EXERCISE AIM
Every line of the data below that holds the string "surface" needs to be reported.

= = = = =

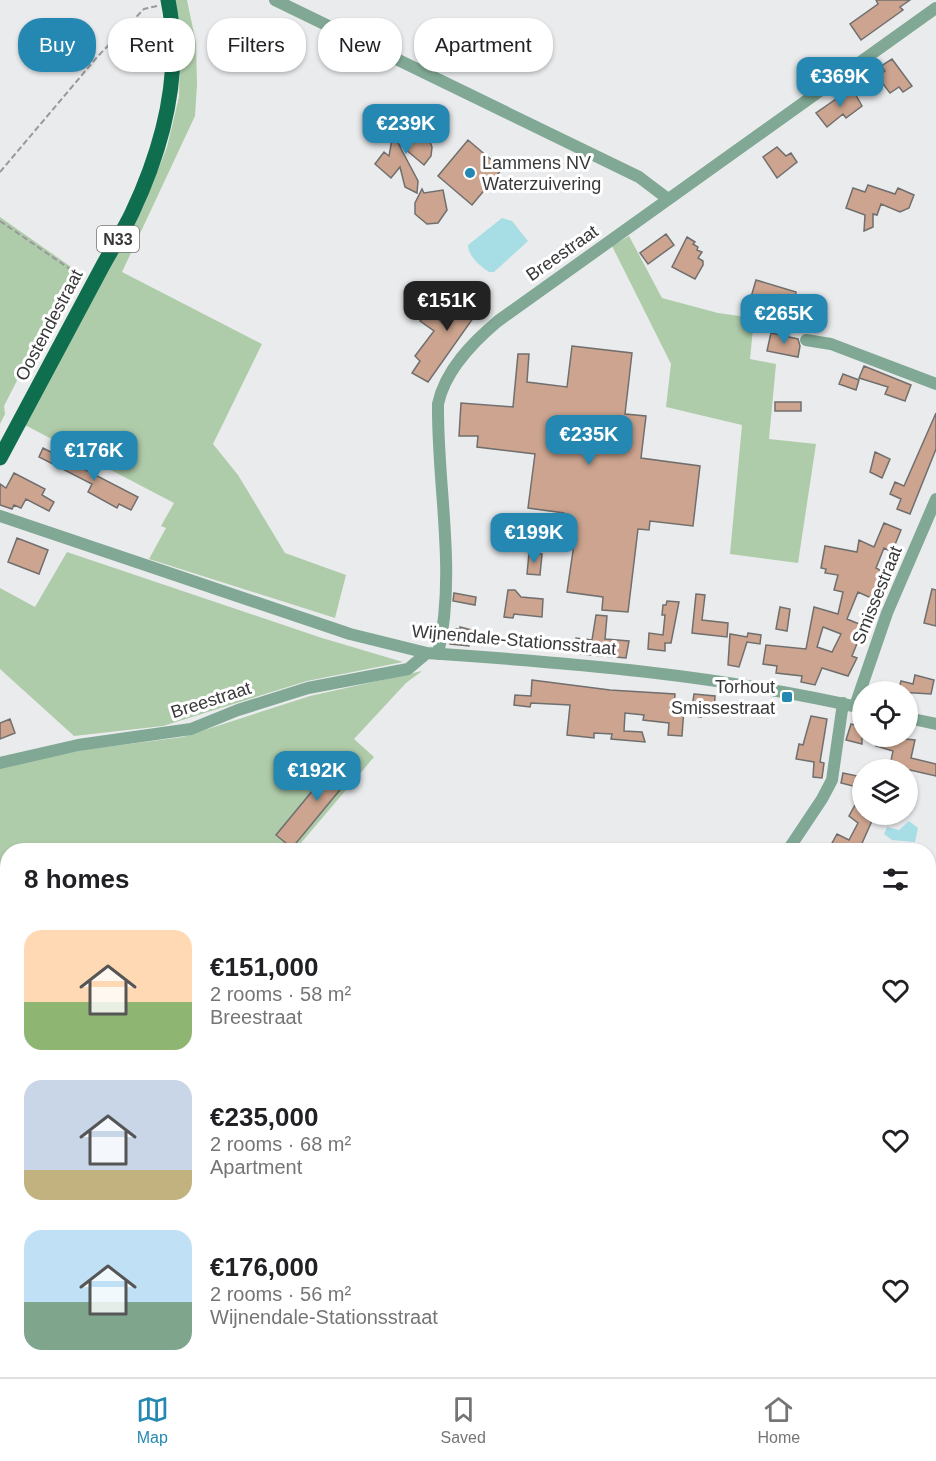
<!DOCTYPE html>
<html lang="en">
<head>
<meta charset="utf-8">
<style>
	:root { --surface:#fff; --page:#f2f2f2; --text:#202124; --muted:#757577; --line:#e0e0e0; --accent:#2488b2 }
	body { margin:0; font-family:Arial,sans-serif; background:var(--page); color:var(--text); height:100vh; display:flex; flex-direction:column; font-size:22px; white-space:nowrap }
	* { box-sizing:border-box; margin:0 }
	p { font-size:20px; color:var(--muted) }
	.icon { flex:none; width:33px; height:33px; fill:none; stroke:currentColor; stroke-width:2; stroke-linecap:round; stroke-linejoin:round }
	.map { position:relative; flex:1; overflow:hidden }
	.side { position:absolute; left:0px; top:843px; width:936px; height:534px; display:flex; flex-direction:column; background:var(--surface); border-radius:24px 24px 0 0; box-shadow:0 2px 4px #0004 }
	.side>* { flex:none }
	.hud { position:absolute; left:18px; top:18px; width:600px; height:54px; display:flex; gap:12px }
	.fabs { position:absolute; left:852px; top:681px; display:grid; gap:12px }
	.fabs a { display:grid; place-items:center; width:66px; height:66px; border-radius:50%; background:var(--surface); box-shadow:0 2px 4px #0004; font-size:30px }
	.price { position:absolute; translate:-50% -51px; padding:0 14px; border-radius:12px; background:var(--accent); color:#fff; font-size:20px; line-height:39px; filter:drop-shadow(0 2px 3px #0008) }
	.price::after { content:''; position:absolute; left:50%; top:36px; width:18px; height:14px; margin-left:-9px; background:inherit; clip-path:polygon(0 0,100% 0,50% 100%) }
	.price.selected { background:#222; color:#fff }
	ul { padding:0; list-style:none }
	li { display:flex; align-items:center; gap:18px; height:150px; padding:0 24px }
	li span { display:grid; place-items:center; flex:none; width:168px; height:120px; border-radius:18px; color:#555 }
	li>.icon { margin-inline-start:auto }
	span .icon { width:72px; height:72px; fill:#fffc; stroke-width:1 }
	li b { font-size:26px }
	h2 { display:flex; justify-content:space-between; align-items:center; height:72px; padding:0 24px; font-size:26px }
	.chip { padding:0 21px; border-radius:24px; background:var(--surface); box-shadow:0 2px 4px #0004; font-size:21px; line-height:54px }
	.chip.selected { background:var(--accent); color:#fff }
	.dock { display:flex; justify-content:space-around; align-items:center; height:84px; border-top:2px solid var(--line); background:var(--surface); font-size:16px; color:var(--muted) }
	.dock a { display:grid; justify-items:center; gap:3px }
	.dock .selected { color:var(--accent) }
	.map>svg:first-child { display:block }
</style>
</head>
<body>
<div class="map">
<svg width="936" height="1377" viewBox="0 0 936 1377">
	<rect width="100%" height="100%" fill="#eaebed"/>
	<path fill="#afccaa" d="M174 0H187L196 43 197 85 195 116 122 272 262 344 213 444 238 475 285 553 346 575 335 618 149 559 166 528 161 526 174 503 25 425 144 205 167 147 179 97 180 43Z
		M0 217 74 269 4 406 5 414 0 424Z
		M629 236 662 298 718 313 754 318 750 359 776 364 769 439 816 444 798 563 730 554 742 425 666 407 671 364 612 246Z
		M67 552 322 638 403 662 307 681 163 726 74 736 0 669V588L35 607Z
		M422 671 406 683 354 739 374 757 295 850H8L7 890 0 878V767L52 754 183 737 310 696Z
		M7 988V1324L0 1316V992Z
		M928 1019 936 1025V1166L929 1164Z
		M51 1370H307L304 1377H58Z"/>
	<path fill="#a7dde5" d="M502 218 512 221 528 241 494 272H489C480 266 468 256 468 245Z
		M909 821 918 828 915 842 892 840 884 834 887 827 899 830Z"/>
	<g fill="none" stroke-linecap="round" stroke-linejoin="round">
		<path stroke="#a7dde5" stroke-width="4" d="M928 1346 936 1345
			M832 1377 853 1370"/>
	</g>
	<path fill="#cca48f" stroke="#706f6e" stroke-width="1.5" fill-rule="evenodd" d="M876 0H910L900 7 903 10 861 40 850 24 878 4Z
		M892 59 912 86 903 92 899 87 890 93 877 76 885 71 881 66Z
		M852 88 862 106 846 118 843 114 827 127 816 113Z
		M414 127 427 134 432 147 431 156 424 165 398 143 418 181 417 193 405 187 400 167 391 178 375 164 384 152 389 156 393 134 395 136 402 129Z
		M468 140 502 169 472 205 438 176Z
		M777 147 786 156 791 153 797 162 777 178 763 157Z
		M868 185 895 194 898 188 914 195 909 208 900 212 881 204 877 215 873 214V227L864 231 865 215 846 208 853 188 865 192Z
		M422 189 424 193 443 190 447 210 438 223 427 224 415 214V203Z
		M666 234 674 245 648 264 640 253Z
		M687 237 695 242 693 244 698 247 697 250 702 252 698 258 703 261V265L695 279 672 267Z
		M756 280 796 292 792 317 769 308 770 304 751 297Z
		M467 282 488 297 428 382 412 373 420 361 415 356 434 331 420 321 431 312 443 324 463 300 458 296Z
		M771 333 798 339 800 346 798 357 767 351Z
		M572 346 632 353 625 414 646 416 641 458 700 466 693 526 650 521 649 530 638 529 628 612 602 610 603 597 567 592 575 537 561 535 564 513 528 508 535 454 477 447 478 436H459L461 403 513 407 518 354H529L527 382 567 387Z
		M864 366 911 385 905 401 885 394 888 387 859 378Z
		M843 374 859 380 856 390 839 384Z
		M775 402H801V411H775Z
		M936 413V449L910 514 897 509 901 499 890 494 895 482 904 486Z
		M43 448 138 497 131 510 119 504 117 508 88 492 92 484 39 457Z
		M875 452 890 459 882 478 870 472Z
		M14 473 45 489 42 495 54 502 49 511 26 499 21 508 14 505 12 509 0 505V484L6 488Z
		M884 523 901 530 892 552 884 548 876 568 885 573 877 592H873L871 598 858 592 847 619 864 626 852 656 857 658 848 676 822 668 815 685 801 682 802 676 776 673 777 666 763 664 766 645 806 649 814 607 838 614 843 592 834 590 838 575 825 573 826 569 821 568 825 546 857 552 859 540 874 547ZM823 627 841 634 832 652 817 647Z
		M17 538 48 550 39 574 8 562Z
		M529 553 542 554 540 575 527 574Z
		M932 589 936 590V626L924 623Z
		M508 590H515L521 597 543 599 542 617 514 614 513 618 504 617Z
		M454 593 476 597 475 605 453 601Z
		M696 594 705 595 702 620 728 623 727 637 692 633Z
		M667 601 679 602 671 643H665V651L648 649 649 633 663 635 665 615H662L663 605H666Z
		M780 607 790 609 787 631 776 629Z
		M596 615 607 616 605 639 629 641 626 658 581 654V650L575 649 576 638 592 640Z
		M460 627 476 631 475 641H469V646L450 644 451 629H460Z
		M748 633 761 635 760 644 747 642 739 667 728 665 730 634 747 637Z
		M915 675 934 680 931 694 898 692 901 681 913 684Z
		M532 680 610 690 675 694 674 707 684 708 682 736 668 735 669 723 643 720 644 715 625 713 624 731 642 732 645 742 611 739 612 734 594 733V738L567 735 570 705 531 703 530 707 514 705 515 695 531 696Z
		M694 694 715 696 714 714 702 712 701 717 691 715Z
		M811 716 827 719 820 762 824 763 822 778 813 777 814 762 796 759 799 744 803 745Z
		M10 719 15 733 0 739V723Z
		M851 724 862 727V744L846 740Z
		M878 736 915 740 911 758 936 764V776L910 770H889L893 751 876 746Z
		M342 755 358 768 292 848 276 835Z
		M843 773 862 777 861 788 841 783Z
		M862 792V814H875L859 850H842L831 845 837 834 849 840 858 823 849 816Z"/>
	<g fill="none" stroke-linecap="round" stroke-linejoin="round">
		<path stroke="#99999b" stroke-width="2" stroke-dasharray="6 3" stroke-linecap="butt" d="M0 172 98 56 144 9 157 6
			M0 221 83 278"/>
		<path stroke="#80a894" stroke-width="12" d="M275 0 639 177 668 199
			M806 340 831 344 936 384
			M0 516 350 634 427 653C575 663 717 675 862 708
			M438 654C457 571 437 487 438 404 445 370 473 342 498 321L936 8
			M855 706 887 613 936 499
			M908 718 936 724
			M0 763 78 745 191 729 238 710 308 688 408 669 427 653
			M788 850 822 799 832 780 843 703
			M0 1326 8 1334
			M41 1370 48 1377
			M313 1377 316 1370"/>
		<path stroke="#0e6e4d" stroke-width="15" d="M0 458C34 395 68 332 101 269 111 250 123 232 132 213 163 147 183 73 168 0"/>
	</g>
	<g fill="#2488b2" stroke="#fff" stroke-width="2">
		<circle cx="470" cy="173" r="6"/>
		<rect x="781" y="691" width="12" height="12" rx="3"/>
	</g>
	<g text-anchor="middle" dominant-baseline="central" stroke-width="6" stroke-linejoin="round" paint-order="stroke">
		<rect fill="#fff" stroke="#747475" stroke-width="1.5" x="97" y="226" width="42" height="26" rx="4.5"/>
		<g font-size="16" font-weight="bold" fill="#39393a">
			<text x="118" y="239">N33</text>
		</g>
		<g font-size="18" fill="#39393a" stroke="#fff" text-anchor="start">
			<text x="482" y="163">Lammens NV<tspan x="482" dy="21">Waterzuivering</tspan></text>
			<text x="775" y="687" text-anchor="end">Torhout<tspan x="775" dy="21">Smissestraat</tspan></text>
		</g>
		<g font-size="18" fill="#39393a" stroke="#fff">
			<text transform="translate(562 253) rotate(-35)">Breestraat</text>
			<text transform="translate(49 325) rotate(-62)">Oostendestraat</text>
			<text transform="translate(877 595) rotate(-68)">Smissestraat</text>
			<text transform="translate(514 640) rotate(5)">Wijnendale-Stationsstraat</text>
			<text transform="translate(211 700) rotate(-18)">Breestraat</text>
		</g>
	</g>
</svg>
<div class="fabs">
<a><svg class="icon" aria-label="locate" viewBox="0 0 24 24"><circle cx="12" cy="12" r="6"/><path d="M12 2v4M12 18v4M2 12h4M18 12h4"/></svg></a>
<a><svg class="icon" aria-label="layers" viewBox="0 0 24 24"><path d="M12 4l9 5-9 5-9-5zM3 14l9 5 9-5"/></svg></a>
</div>
<b class="price" style="left:840px;top:108px">€369K</b>
<b class="price" style="left:406px;top:155px">€239K</b>
<b class="price selected" style="left:447px;top:332px">€151K</b>
<b class="price" style="left:784px;top:345px">€265K</b>
<b class="price" style="left:589px;top:466px">€235K</b>
<b class="price" style="left:94px;top:482px">€176K</b>
<b class="price" style="left:534px;top:564px">€199K</b>
<b class="price" style="left:317px;top:802px">€192K</b>
<div class="hud">
<a class="chip selected">Buy</a>
<a class="chip">Rent</a>
<a class="chip">Filters</a>
<a class="chip">New</a>
<a class="chip">Apartment</a>
</div>
<section class="side">
<h2>8 homes<svg class="icon" aria-label="filters" viewBox="0 0 24 24"><path d="M4 7h16M4 17h16"/><circle cx="9" cy="7" r="2"/><circle cx="15" cy="17" r="2"/></svg></h2>
<ul>
<li><span style="background:linear-gradient(#ffd9b3 60%,#8fb573 0)"><svg class="icon" aria-label="home" viewBox="0 0 24 24"><path d="M3 11l9-7 9 7M6 9v11h12V9"/></svg></span><div><b>€151,000</b><p>2 rooms · 58 m²</p><p>Breestraat</p></div><svg class="icon" aria-label="heart" viewBox="0 0 24 24"><path d="M12 20l-8-8c-3-5 5-10 8-4 3-6 11-1 8 4z"/></svg></li>
<li><span style="background:linear-gradient(#c9d6e8 75%,#c2b280 0)"><svg class="icon" aria-label="home" viewBox="0 0 24 24"><path d="M3 11l9-7 9 7M6 9v11h12V9"/></svg></span><div><b>€235,000</b><p>2 rooms · 68 m²</p><p>Apartment</p></div><svg class="icon" aria-label="heart" viewBox="0 0 24 24"><path d="M12 20l-8-8c-3-5 5-10 8-4 3-6 11-1 8 4z"/></svg></li>
<li><span style="background:linear-gradient(#bfe0f5 60%,#7fa58c 0)"><svg class="icon" aria-label="home" viewBox="0 0 24 24"><path d="M3 11l9-7 9 7M6 9v11h12V9"/></svg></span><div><b>€176,000</b><p>2 rooms · 56 m²</p><p>Wijnendale-Stationsstraat</p></div><svg class="icon" aria-label="heart" viewBox="0 0 24 24"><path d="M12 20l-8-8c-3-5 5-10 8-4 3-6 11-1 8 4z"/></svg></li>
</ul>
</section>
</div>
<nav class="dock">
<a class="selected"><svg class="icon" aria-label="map" viewBox="0 0 24 24"><path d="M3 6l6-2 6 2 6-2v14l-6 2-6-2-6 2zM9 4v14M15 6v14"/></svg>Map</a>
<a><svg class="icon" aria-label="saved" viewBox="0 0 24 24"><path d="M7 4h10v16l-5-4-5 4z"/></svg>Saved</a>
<a><svg class="icon" aria-label="home" viewBox="0 0 24 24"><path d="M3 11l9-7 9 7M6 9v11h12V9"/></svg>Home</a>
</nav>
</body>
</html>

= = = = =

RESPONSE BELOW
	:root { --surface:#fff; --page:#f2f2f2; --text:#202124; --muted:#757577; --line:#e0e0e0; --accent:#2488b2 }
	.side { position:absolute; left:0px; top:843px; width:936px; height:534px; display:flex; flex-direction:column; background:var(--surface); border-radius:24px 24px 0 0; box-shadow:0 2px 4px #0004 }
	.fabs a { display:grid; place-items:center; width:66px; height:66px; border-radius:50%; background:var(--surface); box-shadow:0 2px 4px #0004; font-size:30px }
	.chip { padding:0 21px; border-radius:24px; background:var(--surface); box-shadow:0 2px 4px #0004; font-size:21px; line-height:54px }
	.dock { display:flex; justify-content:space-around; align-items:center; height:84px; border-top:2px solid var(--line); background:var(--surface); font-size:16px; color:var(--muted) }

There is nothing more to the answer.